To do:
Write out all of the records below precisely as given, omitting the images.

Stored data:
◇ ◇ ◇
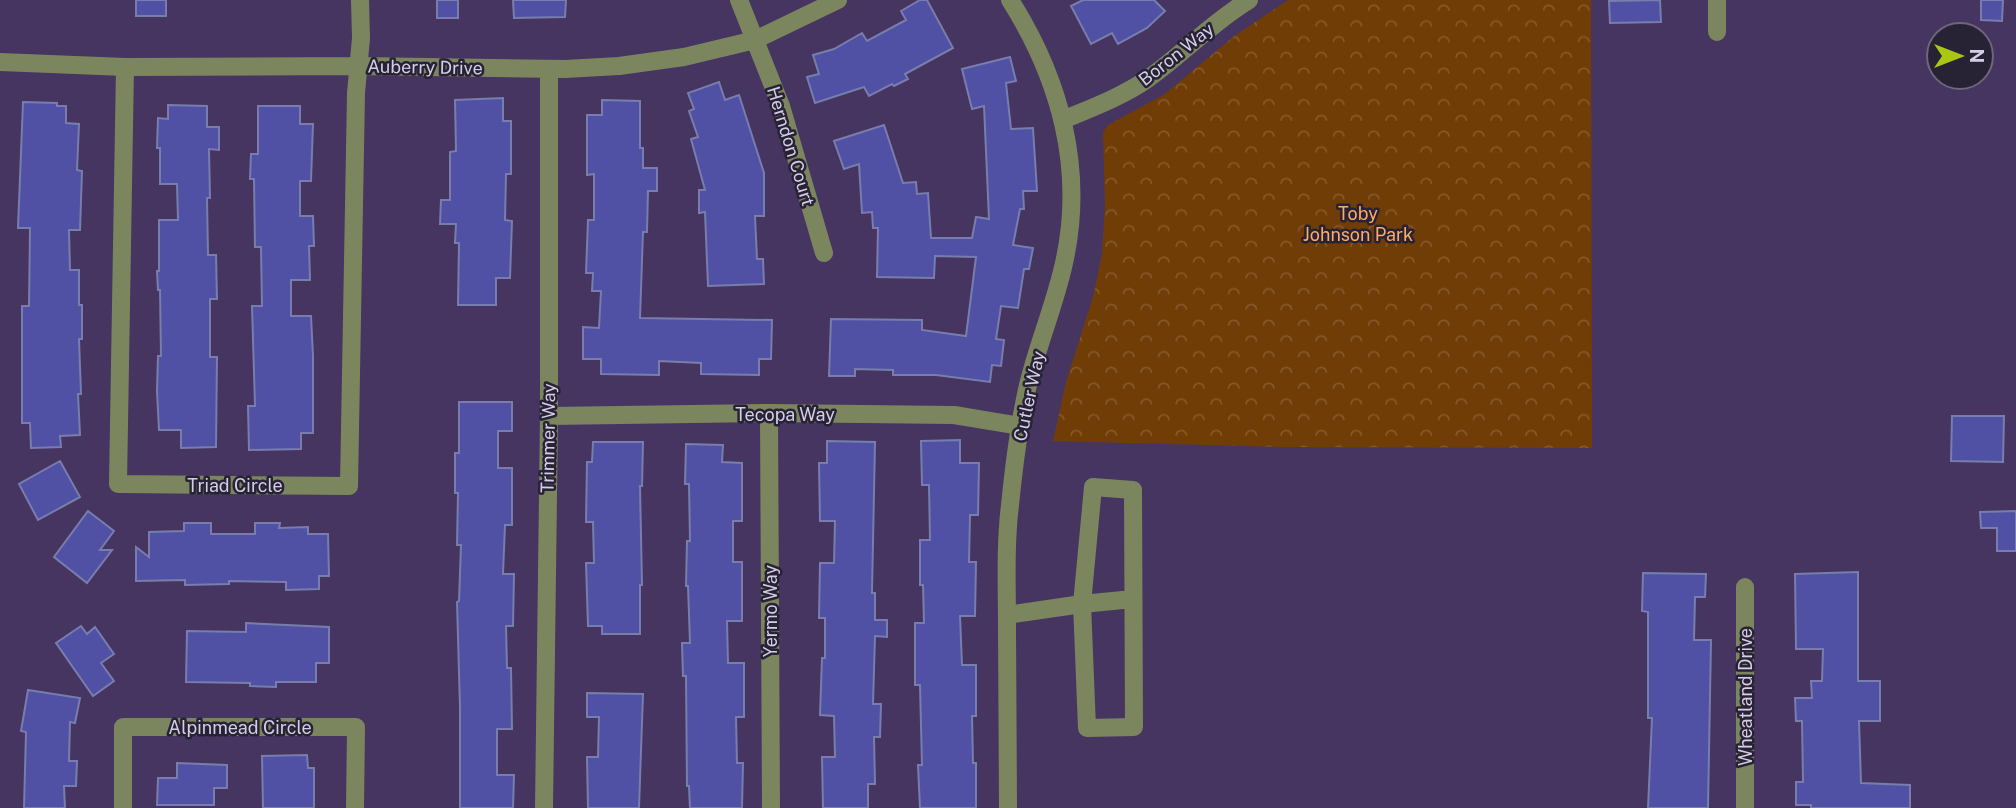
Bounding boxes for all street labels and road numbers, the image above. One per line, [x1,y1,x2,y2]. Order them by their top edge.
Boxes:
street label: Boron Way [1134,18,1218,90]
street label: Auberry Drive [367,55,483,79]
street label: Herndon Court [763,84,819,208]
street label: Cutler Way [1009,349,1049,443]
street label: Trimmer Way [537,383,559,493]
street label: Tecopa Way [735,404,835,425]
street label: Triad Circle [187,475,283,496]
street label: Yermo Way [760,564,781,657]
street label: Wheatland Drive [1735,628,1756,766]
street label: Alpinmead Circle [168,717,312,738]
◇ ◇ ◇
Answer for the task:
Bounding boxes for all street labels and road numbers, the image above. One per line, [x1,y1,x2,y2]. Order them by their top edge.
Boxes:
street label: Boron Way [1134,18,1218,90]
street label: Auberry Drive [367,55,483,79]
street label: Herndon Court [763,84,819,208]
street label: Cutler Way [1009,349,1049,443]
street label: Trimmer Way [537,383,559,493]
street label: Tecopa Way [735,404,835,425]
street label: Triad Circle [187,475,283,496]
street label: Yermo Way [760,564,781,657]
street label: Wheatland Drive [1735,628,1756,766]
street label: Alpinmead Circle [168,717,312,738]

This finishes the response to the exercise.